- INSTRUCTIONS FOR THE TASK
Filter the records for "list" and keep each line that has it.

[EXTRACTED INFORMATION]

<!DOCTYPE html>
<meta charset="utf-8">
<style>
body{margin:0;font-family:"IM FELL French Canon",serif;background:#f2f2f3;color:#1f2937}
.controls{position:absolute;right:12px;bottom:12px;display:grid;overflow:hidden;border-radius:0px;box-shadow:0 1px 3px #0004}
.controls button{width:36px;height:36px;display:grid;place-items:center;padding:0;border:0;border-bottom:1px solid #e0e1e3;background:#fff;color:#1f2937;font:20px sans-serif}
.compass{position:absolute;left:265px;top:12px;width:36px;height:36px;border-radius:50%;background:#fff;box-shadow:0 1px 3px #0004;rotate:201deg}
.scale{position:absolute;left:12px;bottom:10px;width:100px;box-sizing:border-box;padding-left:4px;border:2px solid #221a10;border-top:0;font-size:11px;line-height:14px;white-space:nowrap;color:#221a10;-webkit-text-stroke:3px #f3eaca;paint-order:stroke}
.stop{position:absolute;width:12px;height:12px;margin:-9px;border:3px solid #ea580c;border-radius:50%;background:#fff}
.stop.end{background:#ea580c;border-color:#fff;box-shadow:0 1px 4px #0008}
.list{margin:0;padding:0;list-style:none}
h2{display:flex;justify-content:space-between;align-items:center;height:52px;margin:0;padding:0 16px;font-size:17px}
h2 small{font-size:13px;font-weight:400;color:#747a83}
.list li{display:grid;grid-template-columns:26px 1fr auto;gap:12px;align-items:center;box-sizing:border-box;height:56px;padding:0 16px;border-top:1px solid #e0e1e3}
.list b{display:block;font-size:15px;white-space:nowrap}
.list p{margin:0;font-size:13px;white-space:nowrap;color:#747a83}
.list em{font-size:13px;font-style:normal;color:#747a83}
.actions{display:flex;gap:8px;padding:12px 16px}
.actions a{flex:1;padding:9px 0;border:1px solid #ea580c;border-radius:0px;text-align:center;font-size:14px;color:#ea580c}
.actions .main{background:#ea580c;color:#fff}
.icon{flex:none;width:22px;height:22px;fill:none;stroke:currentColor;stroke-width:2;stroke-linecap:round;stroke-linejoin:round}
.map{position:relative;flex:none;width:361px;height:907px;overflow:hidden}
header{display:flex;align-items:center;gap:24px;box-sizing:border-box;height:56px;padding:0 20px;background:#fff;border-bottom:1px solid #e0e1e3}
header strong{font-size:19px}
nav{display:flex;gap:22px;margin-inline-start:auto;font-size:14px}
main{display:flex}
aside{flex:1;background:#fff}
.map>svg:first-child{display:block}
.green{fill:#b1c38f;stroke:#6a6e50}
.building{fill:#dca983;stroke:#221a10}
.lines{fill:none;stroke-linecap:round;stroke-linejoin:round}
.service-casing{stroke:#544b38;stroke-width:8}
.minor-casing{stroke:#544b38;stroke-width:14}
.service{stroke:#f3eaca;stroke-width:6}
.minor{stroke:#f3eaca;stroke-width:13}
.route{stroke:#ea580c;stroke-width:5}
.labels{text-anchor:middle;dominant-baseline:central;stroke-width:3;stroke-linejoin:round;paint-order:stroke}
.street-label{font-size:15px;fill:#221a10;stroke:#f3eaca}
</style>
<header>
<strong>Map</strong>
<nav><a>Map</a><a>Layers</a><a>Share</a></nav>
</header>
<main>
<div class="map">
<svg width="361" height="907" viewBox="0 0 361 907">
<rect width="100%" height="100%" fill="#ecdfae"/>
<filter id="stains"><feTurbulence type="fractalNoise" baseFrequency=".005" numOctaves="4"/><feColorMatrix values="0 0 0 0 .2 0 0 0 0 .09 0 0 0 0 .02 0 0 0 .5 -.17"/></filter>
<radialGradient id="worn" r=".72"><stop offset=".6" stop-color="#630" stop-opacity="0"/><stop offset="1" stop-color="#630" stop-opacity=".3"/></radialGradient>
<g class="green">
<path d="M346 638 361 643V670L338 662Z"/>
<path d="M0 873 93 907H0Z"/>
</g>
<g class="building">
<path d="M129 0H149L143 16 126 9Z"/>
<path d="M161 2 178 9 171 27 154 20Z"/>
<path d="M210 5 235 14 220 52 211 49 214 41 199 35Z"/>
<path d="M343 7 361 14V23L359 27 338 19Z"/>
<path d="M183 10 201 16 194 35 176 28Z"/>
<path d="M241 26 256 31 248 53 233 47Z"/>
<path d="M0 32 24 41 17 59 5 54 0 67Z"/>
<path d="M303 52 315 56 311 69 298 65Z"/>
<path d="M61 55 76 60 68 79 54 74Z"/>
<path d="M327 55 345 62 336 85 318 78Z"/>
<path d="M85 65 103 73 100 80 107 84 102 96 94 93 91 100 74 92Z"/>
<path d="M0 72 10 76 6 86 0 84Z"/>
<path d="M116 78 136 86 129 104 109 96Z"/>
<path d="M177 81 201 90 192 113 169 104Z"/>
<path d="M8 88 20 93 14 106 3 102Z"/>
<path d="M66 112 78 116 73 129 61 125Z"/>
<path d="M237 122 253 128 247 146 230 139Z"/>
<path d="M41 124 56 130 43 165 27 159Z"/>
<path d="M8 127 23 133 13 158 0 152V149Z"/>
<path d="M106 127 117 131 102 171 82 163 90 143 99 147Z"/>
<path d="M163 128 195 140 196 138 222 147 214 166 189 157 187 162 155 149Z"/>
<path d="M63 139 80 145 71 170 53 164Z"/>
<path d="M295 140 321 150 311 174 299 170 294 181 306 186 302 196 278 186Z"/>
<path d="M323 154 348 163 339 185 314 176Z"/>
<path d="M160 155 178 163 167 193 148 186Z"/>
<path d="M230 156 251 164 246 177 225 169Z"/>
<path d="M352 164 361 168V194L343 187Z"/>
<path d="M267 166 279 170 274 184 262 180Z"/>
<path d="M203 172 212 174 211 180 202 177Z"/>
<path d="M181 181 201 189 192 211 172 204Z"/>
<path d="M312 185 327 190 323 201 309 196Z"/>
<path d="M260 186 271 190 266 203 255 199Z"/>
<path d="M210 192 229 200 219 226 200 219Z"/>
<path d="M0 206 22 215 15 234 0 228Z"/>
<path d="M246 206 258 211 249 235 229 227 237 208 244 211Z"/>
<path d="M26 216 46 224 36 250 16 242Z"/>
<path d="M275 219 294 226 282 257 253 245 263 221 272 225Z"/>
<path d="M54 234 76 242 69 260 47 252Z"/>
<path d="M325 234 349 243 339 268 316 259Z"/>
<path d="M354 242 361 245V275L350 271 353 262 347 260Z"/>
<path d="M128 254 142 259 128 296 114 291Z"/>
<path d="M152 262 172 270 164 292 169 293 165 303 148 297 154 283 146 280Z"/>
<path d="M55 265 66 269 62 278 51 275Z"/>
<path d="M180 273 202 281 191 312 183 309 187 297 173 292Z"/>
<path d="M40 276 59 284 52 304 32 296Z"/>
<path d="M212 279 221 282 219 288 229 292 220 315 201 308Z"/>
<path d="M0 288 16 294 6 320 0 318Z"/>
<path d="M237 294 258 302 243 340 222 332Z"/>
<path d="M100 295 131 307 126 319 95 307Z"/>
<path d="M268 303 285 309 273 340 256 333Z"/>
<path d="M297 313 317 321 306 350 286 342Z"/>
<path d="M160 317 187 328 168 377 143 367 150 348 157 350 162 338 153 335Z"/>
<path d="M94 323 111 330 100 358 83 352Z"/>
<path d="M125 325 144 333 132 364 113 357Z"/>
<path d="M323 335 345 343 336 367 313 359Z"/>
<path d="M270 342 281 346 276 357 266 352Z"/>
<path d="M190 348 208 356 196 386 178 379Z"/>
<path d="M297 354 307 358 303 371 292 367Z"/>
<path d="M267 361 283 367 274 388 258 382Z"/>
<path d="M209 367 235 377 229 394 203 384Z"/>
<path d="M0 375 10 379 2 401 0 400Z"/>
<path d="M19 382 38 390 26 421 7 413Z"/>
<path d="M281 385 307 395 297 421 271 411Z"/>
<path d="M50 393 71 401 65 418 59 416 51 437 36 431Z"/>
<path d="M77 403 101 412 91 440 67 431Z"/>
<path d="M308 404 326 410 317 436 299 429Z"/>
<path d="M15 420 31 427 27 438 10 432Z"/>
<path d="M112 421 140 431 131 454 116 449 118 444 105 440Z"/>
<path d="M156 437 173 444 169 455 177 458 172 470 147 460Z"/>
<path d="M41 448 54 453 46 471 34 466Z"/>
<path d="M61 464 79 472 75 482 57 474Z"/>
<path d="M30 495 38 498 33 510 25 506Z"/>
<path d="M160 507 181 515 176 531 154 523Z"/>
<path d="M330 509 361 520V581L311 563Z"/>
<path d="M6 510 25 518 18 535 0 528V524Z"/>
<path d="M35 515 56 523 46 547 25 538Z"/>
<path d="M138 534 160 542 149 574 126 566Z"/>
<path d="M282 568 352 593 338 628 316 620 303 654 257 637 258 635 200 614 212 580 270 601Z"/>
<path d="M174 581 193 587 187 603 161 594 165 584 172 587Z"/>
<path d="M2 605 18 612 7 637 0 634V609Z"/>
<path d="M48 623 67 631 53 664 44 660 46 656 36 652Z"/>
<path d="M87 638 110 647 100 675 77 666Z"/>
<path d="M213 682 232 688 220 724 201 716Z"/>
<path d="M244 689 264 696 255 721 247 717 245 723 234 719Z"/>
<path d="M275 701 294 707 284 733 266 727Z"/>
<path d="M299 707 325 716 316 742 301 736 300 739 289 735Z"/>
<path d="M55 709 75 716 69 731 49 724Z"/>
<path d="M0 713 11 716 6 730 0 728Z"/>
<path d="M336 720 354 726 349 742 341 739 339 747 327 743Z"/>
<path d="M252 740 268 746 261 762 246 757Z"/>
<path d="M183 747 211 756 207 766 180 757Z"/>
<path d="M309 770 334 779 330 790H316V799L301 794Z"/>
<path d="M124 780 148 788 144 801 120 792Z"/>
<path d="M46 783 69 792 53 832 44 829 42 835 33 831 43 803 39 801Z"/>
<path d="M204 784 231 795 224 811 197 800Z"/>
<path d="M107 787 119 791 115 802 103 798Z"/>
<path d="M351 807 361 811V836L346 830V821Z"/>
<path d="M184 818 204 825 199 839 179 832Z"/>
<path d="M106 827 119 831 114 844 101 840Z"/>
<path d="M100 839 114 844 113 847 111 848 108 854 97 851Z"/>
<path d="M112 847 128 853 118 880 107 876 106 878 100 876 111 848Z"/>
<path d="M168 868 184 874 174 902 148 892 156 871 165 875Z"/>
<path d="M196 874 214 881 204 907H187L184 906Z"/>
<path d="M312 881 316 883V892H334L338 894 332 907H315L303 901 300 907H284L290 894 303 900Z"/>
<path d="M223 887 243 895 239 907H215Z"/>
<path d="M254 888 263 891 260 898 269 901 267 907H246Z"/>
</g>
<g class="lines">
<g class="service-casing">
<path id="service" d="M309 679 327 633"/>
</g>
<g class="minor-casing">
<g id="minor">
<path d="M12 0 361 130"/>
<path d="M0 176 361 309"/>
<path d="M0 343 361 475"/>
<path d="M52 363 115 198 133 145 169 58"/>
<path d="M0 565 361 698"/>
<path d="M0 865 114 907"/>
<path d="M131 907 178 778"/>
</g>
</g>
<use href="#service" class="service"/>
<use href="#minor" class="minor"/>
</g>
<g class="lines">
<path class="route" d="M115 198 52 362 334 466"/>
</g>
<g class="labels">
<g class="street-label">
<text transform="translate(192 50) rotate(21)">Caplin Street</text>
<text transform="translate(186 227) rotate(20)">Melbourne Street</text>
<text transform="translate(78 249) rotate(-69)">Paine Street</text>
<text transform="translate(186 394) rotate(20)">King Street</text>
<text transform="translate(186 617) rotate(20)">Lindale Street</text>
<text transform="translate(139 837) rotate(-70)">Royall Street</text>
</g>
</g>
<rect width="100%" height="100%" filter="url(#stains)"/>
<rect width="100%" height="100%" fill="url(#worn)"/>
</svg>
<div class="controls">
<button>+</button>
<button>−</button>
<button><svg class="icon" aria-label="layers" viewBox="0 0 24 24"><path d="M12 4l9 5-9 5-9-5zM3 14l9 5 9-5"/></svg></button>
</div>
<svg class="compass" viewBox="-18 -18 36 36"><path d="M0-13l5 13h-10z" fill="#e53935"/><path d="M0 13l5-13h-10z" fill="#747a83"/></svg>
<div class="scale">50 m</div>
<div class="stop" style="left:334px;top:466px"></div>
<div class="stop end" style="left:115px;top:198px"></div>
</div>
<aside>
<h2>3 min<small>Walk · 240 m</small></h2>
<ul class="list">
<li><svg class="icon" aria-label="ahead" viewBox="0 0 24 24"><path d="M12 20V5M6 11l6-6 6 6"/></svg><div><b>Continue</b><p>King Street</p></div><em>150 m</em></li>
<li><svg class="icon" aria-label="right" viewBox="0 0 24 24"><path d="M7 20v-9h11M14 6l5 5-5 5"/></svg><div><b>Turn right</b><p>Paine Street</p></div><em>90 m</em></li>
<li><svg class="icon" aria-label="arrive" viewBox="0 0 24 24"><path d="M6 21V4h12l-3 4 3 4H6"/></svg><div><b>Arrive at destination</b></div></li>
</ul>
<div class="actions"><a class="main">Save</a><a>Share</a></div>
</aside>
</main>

[/EXTRACTED INFORMATION]

- RESULT OF THIS EXERCISE
.list{margin:0;padding:0;list-style:none}
.list li{display:grid;grid-template-columns:26px 1fr auto;gap:12px;align-items:center;box-sizing:border-box;height:56px;padding:0 16px;border-top:1px solid #e0e1e3}
.list b{display:block;font-size:15px;white-space:nowrap}
.list p{margin:0;font-size:13px;white-space:nowrap;color:#747a83}
.list em{font-size:13px;font-style:normal;color:#747a83}
<ul class="list">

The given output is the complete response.